[Work task]
Reproduce every entry precisely as written.
Information supplied below:
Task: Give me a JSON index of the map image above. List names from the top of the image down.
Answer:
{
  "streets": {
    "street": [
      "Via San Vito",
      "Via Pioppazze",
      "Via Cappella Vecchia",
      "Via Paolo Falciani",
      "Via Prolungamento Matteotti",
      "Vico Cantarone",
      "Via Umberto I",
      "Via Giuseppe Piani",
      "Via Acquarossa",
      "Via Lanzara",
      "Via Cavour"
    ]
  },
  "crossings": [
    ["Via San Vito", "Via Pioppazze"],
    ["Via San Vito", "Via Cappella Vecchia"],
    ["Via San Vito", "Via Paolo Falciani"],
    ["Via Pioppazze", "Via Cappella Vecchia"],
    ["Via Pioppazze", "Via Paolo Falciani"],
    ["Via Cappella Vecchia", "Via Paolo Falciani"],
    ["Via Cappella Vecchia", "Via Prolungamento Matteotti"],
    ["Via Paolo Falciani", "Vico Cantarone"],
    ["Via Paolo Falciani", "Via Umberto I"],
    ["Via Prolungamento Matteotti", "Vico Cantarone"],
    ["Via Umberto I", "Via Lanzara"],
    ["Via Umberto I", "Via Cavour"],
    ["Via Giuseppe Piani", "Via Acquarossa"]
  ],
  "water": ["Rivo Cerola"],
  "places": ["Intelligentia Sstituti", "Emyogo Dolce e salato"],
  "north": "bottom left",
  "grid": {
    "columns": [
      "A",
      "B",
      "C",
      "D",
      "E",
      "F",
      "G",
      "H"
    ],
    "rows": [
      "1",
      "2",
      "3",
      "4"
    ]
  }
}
End of Information supplied.
[Answer for this exercise]
Task: Give me a JSON index of the map image above. List names from the top of the image down.
Answer:
{
  "streets": {
    "street": [
      "Via San Vito",
      "Via Pioppazze",
      "Via Cappella Vecchia",
      "Via Paolo Falciani",
      "Via Prolungamento Matteotti",
      "Vico Cantarone",
      "Via Umberto I",
      "Via Giuseppe Piani",
      "Via Acquarossa",
      "Via Lanzara",
      "Via Cavour"
    ]
  },
  "crossings": [
    ["Via San Vito", "Via Pioppazze"],
    ["Via San Vito", "Via Cappella Vecchia"],
    ["Via San Vito", "Via Paolo Falciani"],
    ["Via Pioppazze", "Via Cappella Vecchia"],
    ["Via Pioppazze", "Via Paolo Falciani"],
    ["Via Cappella Vecchia", "Via Paolo Falciani"],
    ["Via Cappella Vecchia", "Via Prolungamento Matteotti"],
    ["Via Paolo Falciani", "Vico Cantarone"],
    ["Via Paolo Falciani", "Via Umberto I"],
    ["Via Prolungamento Matteotti", "Vico Cantarone"],
    ["Via Umberto I", "Via Lanzara"],
    ["Via Umberto I", "Via Cavour"],
    ["Via Giuseppe Piani", "Via Acquarossa"]
  ],
  "water": ["Rivo Cerola"],
  "places": ["Intelligentia Sstituti", "Emyogo Dolce e salato"],
  "north": "bottom left",
  "grid": {
    "columns": [
      "A",
      "B",
      "C",
      "D",
      "E",
      "F",
      "G",
      "H"
    ],
    "rows": [
      "1",
      "2",
      "3",
      "4"
    ]
  }
}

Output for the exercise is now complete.